The lender discussed a settlement that could reach around $200 million with attorneys representing Cristina Chen-Oster and other employees, Bloomberg reported.
The two sides might not reach an agreement before the trial in the Southern District of New York begins in June, another person told the publication under request of anonymity.
The plaintiffs also include more than 1,000 former and current Goldman employees.
Goldman Sachs declined to comment to Bloomberg.
The lawsuit, first filed in 2010, accused the Wall Street giant of “intentional discrimination, disparate impact discrimination, retaliation, and pregnancy discrimination” against female employees — allegations the bank has denied, Bloomberg noted.

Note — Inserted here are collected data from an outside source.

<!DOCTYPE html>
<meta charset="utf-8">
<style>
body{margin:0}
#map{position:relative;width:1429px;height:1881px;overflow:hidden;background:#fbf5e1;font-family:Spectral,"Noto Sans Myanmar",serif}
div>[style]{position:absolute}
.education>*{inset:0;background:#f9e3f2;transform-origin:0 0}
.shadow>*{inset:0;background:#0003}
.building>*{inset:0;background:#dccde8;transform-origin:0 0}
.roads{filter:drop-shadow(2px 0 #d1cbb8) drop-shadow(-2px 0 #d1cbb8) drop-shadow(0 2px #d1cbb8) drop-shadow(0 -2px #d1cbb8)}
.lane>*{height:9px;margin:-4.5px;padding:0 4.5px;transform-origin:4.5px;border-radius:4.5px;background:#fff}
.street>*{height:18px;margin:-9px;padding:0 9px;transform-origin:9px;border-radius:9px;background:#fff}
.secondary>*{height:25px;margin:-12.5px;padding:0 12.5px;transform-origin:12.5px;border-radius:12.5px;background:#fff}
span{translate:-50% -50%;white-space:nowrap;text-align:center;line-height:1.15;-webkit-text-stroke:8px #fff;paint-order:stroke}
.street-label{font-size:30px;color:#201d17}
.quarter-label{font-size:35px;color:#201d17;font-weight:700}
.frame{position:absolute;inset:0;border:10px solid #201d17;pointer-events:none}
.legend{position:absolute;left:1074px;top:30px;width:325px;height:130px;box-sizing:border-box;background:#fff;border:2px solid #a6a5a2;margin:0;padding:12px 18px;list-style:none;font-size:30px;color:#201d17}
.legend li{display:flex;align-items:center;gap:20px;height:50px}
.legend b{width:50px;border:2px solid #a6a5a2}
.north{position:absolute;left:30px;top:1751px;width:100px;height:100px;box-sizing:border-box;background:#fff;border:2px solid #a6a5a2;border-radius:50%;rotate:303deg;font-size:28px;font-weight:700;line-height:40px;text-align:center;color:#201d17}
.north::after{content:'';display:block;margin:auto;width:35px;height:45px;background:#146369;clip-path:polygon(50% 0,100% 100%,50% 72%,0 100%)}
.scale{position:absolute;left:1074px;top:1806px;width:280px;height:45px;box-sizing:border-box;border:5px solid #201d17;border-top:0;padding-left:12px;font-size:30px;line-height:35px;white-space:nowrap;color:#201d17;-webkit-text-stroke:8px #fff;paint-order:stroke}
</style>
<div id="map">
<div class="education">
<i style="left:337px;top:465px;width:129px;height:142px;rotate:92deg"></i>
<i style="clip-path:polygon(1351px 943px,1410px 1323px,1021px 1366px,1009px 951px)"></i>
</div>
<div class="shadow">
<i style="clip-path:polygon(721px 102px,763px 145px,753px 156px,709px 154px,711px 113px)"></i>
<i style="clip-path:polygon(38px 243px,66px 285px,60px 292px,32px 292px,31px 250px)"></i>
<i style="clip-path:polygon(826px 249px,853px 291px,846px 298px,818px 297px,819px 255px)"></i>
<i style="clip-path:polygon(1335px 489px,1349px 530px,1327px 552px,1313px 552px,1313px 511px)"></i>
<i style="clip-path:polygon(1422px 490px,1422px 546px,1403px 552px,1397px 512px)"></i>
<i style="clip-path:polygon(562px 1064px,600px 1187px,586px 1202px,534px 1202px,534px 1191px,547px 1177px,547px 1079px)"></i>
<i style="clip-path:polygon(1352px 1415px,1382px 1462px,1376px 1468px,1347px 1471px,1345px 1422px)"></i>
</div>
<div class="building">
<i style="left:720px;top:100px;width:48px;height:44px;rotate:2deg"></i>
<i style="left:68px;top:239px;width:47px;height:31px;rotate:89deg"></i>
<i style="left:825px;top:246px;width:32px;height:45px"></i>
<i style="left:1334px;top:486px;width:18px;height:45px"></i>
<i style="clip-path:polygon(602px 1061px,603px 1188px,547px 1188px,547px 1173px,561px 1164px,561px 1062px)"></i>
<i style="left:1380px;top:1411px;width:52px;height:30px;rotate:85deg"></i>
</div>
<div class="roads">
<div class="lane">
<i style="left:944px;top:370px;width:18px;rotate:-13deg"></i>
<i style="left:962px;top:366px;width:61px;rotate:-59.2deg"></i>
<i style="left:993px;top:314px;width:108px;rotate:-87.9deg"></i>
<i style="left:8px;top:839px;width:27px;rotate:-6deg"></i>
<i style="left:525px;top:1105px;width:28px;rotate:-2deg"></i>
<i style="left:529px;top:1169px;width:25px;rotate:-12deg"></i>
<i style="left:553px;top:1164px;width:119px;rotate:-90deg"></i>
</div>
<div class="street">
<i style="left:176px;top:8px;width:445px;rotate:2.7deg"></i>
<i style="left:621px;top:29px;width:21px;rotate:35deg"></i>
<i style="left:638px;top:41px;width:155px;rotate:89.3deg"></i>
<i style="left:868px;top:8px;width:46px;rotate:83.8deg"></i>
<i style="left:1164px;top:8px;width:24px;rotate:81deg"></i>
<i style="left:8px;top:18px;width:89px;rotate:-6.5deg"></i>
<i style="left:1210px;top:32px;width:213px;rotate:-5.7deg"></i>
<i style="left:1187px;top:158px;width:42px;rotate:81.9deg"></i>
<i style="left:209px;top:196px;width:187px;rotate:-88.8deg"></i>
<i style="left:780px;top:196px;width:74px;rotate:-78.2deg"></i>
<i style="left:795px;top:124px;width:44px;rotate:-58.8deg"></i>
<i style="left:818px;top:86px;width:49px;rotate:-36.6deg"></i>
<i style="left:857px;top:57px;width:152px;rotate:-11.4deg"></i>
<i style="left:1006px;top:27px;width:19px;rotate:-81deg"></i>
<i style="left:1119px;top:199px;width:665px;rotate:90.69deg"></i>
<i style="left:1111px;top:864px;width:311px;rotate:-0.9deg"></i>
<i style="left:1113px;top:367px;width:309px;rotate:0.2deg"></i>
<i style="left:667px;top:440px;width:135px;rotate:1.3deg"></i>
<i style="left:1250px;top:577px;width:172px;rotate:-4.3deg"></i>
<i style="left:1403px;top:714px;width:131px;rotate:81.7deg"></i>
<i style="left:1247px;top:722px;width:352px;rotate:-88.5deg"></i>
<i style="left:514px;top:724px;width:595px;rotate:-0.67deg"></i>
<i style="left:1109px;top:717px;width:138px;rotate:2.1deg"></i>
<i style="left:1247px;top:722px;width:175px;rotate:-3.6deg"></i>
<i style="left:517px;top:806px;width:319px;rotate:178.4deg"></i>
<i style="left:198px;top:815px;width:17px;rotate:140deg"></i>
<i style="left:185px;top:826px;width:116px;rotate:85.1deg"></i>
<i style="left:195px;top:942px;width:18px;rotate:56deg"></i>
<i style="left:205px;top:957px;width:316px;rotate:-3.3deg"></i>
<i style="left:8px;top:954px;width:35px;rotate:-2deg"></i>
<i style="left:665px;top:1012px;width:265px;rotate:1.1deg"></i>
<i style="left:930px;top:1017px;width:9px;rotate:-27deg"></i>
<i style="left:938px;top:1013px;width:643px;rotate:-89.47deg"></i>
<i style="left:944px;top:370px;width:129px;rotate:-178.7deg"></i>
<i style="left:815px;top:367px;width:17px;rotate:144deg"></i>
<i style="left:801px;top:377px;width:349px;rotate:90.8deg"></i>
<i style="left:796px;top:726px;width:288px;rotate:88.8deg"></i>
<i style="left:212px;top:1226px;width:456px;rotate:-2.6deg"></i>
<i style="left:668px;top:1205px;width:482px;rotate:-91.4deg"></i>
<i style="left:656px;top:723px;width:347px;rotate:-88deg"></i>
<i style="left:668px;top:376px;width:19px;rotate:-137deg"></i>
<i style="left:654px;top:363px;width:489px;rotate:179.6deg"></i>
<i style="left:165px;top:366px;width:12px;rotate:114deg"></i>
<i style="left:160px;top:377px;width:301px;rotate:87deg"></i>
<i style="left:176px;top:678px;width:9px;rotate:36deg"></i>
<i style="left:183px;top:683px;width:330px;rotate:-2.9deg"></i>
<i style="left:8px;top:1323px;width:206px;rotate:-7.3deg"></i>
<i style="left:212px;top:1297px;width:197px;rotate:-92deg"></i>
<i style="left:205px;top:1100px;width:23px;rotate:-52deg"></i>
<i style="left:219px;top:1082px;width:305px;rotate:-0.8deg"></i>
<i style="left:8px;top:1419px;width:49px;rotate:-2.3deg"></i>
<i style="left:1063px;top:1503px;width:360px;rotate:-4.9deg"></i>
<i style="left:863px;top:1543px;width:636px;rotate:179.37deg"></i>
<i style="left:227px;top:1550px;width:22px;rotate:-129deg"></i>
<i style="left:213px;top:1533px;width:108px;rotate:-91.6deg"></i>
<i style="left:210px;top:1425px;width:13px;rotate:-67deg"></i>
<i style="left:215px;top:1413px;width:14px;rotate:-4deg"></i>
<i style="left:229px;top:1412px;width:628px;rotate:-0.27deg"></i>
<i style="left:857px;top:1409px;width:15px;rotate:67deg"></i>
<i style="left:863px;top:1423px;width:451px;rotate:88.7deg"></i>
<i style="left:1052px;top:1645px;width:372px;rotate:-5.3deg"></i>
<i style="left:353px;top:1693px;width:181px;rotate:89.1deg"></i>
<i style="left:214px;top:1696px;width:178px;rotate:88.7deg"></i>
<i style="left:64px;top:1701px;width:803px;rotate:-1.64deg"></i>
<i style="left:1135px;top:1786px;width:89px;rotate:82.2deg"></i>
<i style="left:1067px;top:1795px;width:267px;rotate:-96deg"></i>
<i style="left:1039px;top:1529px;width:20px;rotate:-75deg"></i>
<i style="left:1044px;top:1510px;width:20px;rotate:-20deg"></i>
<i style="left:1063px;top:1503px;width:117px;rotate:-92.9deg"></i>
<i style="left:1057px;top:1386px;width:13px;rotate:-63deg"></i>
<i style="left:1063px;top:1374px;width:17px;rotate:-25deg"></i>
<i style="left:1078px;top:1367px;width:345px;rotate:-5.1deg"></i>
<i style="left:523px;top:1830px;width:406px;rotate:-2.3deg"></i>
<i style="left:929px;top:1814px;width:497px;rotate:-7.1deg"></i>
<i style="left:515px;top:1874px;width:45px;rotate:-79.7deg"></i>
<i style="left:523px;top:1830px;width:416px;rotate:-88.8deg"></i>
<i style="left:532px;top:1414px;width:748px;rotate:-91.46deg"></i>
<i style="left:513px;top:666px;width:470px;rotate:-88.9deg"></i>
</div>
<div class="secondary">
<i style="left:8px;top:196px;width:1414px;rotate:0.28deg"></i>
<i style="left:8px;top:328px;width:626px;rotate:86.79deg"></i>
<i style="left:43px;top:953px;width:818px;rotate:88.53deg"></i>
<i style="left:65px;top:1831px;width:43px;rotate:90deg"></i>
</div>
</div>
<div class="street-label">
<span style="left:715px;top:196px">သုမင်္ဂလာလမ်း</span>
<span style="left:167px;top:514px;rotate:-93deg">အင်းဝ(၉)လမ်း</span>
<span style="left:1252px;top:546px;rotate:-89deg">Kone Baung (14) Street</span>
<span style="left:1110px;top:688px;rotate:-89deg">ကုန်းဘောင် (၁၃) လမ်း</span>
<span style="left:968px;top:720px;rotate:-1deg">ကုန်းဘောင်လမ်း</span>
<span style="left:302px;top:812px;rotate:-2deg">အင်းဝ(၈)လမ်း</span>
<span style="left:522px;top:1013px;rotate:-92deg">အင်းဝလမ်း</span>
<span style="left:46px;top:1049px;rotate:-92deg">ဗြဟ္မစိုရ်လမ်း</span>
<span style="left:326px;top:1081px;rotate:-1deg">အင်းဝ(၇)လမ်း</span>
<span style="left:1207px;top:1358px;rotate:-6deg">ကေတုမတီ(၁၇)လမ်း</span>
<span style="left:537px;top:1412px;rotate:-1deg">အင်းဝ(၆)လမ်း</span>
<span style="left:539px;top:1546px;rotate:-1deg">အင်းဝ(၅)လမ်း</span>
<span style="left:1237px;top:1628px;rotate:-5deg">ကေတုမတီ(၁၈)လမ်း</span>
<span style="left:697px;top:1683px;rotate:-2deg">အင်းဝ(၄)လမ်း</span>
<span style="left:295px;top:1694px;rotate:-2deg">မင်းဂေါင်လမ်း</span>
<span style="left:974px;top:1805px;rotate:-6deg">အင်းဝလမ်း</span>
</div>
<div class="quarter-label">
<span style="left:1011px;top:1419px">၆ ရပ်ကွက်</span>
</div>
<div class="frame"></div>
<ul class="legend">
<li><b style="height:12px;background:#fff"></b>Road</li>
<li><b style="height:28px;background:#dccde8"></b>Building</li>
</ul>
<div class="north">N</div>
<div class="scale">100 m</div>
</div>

Women were paid less than their male counterparts in the same rank, and they got lesser opportunities to move up the ranks, the complaint argued.
The case comprises women in associate and vice president positions employed by Goldman Sachs in the investment banking, investment management, and securities divisions in the U.S. from September 2004 and in New York City from July 2002.
The plaintiffs claim Goldman prefers to promote male employees and move them up over equally ranked and more qualified women, which leads to the underrepresentation of women in the higher ranks.
The lawsuit alleges that “violations of its female employees’ rights” hinge on “companywide policies and practices, and are the result of unchecked gender bias that pervades Goldman Sachs’ corporate culture,” the Journal said.
Goldman took note of the underrepresentation issue, which has improved since the lawsuit was filed more than a decade ago. Now, there are more women in the lender’s management committee, the Journal reported.
The plaintiffs also went on to claim a boy’s club environment in the company, which the court said would require individual inquiry and cannot be categorized under a class action.
Depositions by former CEO Lloyd Blankfein and former President Gary Cohn are part of the court proceedings.
Goldman’s prior efforts to decertify the class have failed.